Le quartier administratif n’est qu’une portion de « Montparnasse », un lieu-dit parisien qui désigne habituellement un périmètre plus large que le seul quartier administratif. Certains des lieux emblématiques de Montparnasse sont situés, non dans le quartier du Montparnasse, mais dans les quartiers Notre-Dame-des-Champs, Necker ou Plaisance, (par exemple, la gare de Paris-Montparnasse, dans les quartiers Plaisance et Necker, ou la tour Montparnasse et le musée du Montparnasse, tous deux situés dans le quartier Necker). À l'inverse, une partie du quartier administratif — notamment celle qui s'étend à l'est de la place Denfert-Rochereau — n'appartient pas au Montparnasse culturel, qui s'articule autour du boulevard du Montparnasse et dont le centre névralgique est le carrefour avec le boulevard Raspail, qui porte le nom de « place Pablo-Picasso » depuis 1984.

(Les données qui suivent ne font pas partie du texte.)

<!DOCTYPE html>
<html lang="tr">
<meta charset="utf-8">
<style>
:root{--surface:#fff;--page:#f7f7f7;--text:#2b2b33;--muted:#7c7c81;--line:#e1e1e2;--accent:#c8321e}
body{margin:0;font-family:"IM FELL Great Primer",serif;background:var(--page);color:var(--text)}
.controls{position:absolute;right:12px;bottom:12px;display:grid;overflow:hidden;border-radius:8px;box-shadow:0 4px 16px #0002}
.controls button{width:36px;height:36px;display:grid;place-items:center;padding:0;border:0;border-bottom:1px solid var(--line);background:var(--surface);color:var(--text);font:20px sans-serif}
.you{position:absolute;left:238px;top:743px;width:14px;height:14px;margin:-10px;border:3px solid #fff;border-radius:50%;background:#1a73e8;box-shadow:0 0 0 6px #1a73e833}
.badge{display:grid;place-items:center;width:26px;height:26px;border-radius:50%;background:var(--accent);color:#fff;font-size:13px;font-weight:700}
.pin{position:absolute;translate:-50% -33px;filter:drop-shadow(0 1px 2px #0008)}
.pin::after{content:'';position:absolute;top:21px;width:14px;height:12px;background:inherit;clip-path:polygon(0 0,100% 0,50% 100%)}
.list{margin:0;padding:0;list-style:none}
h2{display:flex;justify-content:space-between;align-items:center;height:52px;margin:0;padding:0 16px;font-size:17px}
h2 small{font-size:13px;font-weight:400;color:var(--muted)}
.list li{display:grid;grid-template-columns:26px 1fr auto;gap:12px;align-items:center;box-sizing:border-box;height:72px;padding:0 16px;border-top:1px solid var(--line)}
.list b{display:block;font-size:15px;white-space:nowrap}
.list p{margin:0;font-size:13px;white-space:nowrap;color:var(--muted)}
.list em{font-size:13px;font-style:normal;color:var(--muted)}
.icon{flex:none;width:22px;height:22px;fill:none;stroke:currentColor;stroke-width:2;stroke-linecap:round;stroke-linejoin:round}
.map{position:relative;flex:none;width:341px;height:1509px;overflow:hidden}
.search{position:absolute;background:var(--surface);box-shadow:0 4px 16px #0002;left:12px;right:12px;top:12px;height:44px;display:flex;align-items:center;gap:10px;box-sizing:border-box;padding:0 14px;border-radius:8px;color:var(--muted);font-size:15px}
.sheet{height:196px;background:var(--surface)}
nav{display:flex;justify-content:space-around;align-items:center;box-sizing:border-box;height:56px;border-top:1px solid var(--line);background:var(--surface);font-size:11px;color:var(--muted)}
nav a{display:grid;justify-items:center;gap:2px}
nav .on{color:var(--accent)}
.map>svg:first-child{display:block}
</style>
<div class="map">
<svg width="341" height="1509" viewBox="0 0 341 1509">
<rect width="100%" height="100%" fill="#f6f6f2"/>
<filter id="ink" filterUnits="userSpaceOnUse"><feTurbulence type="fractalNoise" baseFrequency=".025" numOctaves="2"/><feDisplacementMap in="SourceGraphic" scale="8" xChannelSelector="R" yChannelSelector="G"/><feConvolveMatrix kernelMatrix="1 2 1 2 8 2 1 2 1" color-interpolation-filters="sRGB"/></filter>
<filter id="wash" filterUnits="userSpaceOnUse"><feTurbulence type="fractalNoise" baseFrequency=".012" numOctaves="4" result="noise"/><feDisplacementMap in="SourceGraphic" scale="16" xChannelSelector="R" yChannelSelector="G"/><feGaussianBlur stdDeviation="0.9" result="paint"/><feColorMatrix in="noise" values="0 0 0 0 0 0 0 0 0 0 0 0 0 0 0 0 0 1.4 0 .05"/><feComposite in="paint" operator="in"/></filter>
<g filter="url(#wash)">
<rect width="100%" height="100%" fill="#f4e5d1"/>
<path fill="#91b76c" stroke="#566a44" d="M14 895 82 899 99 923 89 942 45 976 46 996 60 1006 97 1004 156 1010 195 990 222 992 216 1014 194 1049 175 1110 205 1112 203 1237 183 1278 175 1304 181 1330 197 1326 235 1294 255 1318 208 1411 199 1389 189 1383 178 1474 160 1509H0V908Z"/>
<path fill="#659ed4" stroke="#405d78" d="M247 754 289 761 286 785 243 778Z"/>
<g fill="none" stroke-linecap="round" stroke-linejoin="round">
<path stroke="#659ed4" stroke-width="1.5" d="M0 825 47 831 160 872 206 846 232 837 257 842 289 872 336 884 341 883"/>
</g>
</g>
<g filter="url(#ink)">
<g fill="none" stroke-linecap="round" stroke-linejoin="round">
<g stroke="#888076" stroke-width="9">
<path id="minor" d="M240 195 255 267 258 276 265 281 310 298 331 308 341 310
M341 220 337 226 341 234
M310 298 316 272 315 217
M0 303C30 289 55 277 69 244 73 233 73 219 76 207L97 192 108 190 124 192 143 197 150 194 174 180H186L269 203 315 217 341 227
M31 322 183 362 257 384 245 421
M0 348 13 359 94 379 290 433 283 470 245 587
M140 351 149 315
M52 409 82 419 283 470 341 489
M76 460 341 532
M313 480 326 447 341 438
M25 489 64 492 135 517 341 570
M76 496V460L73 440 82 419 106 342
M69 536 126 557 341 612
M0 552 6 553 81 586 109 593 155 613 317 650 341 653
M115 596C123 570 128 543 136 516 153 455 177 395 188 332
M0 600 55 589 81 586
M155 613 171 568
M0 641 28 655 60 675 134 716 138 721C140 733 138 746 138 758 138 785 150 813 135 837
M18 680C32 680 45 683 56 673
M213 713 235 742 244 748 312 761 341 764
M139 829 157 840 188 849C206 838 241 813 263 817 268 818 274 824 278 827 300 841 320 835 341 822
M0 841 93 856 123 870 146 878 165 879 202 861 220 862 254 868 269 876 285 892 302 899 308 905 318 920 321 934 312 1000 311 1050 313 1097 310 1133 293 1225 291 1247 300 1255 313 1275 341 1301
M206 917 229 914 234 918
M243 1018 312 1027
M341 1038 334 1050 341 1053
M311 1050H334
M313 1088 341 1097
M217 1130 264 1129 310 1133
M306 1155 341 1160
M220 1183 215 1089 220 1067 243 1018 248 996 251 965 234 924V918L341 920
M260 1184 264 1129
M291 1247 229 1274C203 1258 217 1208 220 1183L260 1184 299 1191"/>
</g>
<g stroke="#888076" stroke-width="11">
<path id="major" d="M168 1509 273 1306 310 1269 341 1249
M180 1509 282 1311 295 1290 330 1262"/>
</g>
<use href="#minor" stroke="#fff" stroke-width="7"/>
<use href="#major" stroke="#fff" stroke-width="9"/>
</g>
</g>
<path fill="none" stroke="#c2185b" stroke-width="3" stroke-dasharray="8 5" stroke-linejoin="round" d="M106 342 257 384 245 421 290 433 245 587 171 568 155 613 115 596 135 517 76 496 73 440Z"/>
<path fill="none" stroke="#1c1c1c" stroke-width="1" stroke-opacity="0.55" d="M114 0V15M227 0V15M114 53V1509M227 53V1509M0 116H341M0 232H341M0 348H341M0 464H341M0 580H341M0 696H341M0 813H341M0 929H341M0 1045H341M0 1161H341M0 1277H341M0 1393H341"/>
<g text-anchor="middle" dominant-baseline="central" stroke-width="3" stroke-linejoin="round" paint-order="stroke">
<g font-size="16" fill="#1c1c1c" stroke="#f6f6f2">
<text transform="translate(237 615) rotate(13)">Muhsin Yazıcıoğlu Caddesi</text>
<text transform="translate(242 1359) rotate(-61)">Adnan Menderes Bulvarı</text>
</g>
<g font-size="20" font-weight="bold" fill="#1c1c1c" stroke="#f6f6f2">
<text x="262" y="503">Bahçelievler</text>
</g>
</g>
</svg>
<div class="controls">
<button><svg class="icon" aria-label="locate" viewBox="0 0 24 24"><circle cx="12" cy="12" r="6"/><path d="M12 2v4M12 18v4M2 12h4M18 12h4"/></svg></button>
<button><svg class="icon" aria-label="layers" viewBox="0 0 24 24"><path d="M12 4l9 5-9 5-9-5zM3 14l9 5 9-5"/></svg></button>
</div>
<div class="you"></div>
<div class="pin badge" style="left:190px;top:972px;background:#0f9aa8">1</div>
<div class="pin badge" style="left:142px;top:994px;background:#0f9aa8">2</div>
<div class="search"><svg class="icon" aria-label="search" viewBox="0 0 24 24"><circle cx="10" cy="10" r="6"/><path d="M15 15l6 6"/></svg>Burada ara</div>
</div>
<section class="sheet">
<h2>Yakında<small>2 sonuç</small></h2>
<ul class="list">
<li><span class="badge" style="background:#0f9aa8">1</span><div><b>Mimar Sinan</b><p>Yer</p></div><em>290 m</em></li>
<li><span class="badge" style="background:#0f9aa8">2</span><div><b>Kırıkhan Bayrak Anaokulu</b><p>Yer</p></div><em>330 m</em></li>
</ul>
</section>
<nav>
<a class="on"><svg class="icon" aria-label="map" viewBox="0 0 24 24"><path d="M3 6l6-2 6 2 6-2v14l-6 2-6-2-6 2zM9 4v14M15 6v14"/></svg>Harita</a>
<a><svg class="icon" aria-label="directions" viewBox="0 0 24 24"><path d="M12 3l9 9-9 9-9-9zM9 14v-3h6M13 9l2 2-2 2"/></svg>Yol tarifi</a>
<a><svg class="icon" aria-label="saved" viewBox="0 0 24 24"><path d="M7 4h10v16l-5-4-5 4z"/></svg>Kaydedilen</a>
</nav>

Origine et postérité du nom
Le nom de ce quartier avait été donné par les étudiants voisins qui venaient déclamer des vers sur la butte formée par des remblais au XVIIe siècle, en référence au mont Parnasse, résidence des Muses de la mythologie grecque. La colline fut en partie arasée pour tracer le boulevard du Montparnasse au XVIIIe siècle, lieu de promenade alors à la périphérie de la ville. Dès la Révolution française, de nombreuses salles de danse et cabarets s'y installèrent[réf. nécessaire].
Montparnasse est déformé en Montparno (« De Ménilmuche à Montparno ») dans le poème peu parnassien « Autre sonnet bigorne » de la nouvelle édition de La Chanson des Gueux de Jean Richepin en 1881 (et non dans la première de 1876 comme on l'affirme un peu vite). En 1901, dans L'argot au XXe siècle, Aristide Bruant et Léon de Bercy listent Montpar, Montparno, Montper, Montperno, Montpernasse à l'article MONTPARNASSE.
Historique
La communauté artistique
L’Exposition universelle de 1889 et la vie artistique déjà si riche de Montmartre attirent de nombreux artistes qui vont choisir ce quartier populaire plus au centre de Paris et qui va devenir la plaque tournante de la modernité. Pablo Picasso y aménageait parmi les premiers. Montparnasse allait connaître son apogée dans les années 1920, les Années folles. Il était alors le cœur de la vie intellectuelle et artistique à Paris, avec ses cafés qui entreront dans l'histoire de l'art.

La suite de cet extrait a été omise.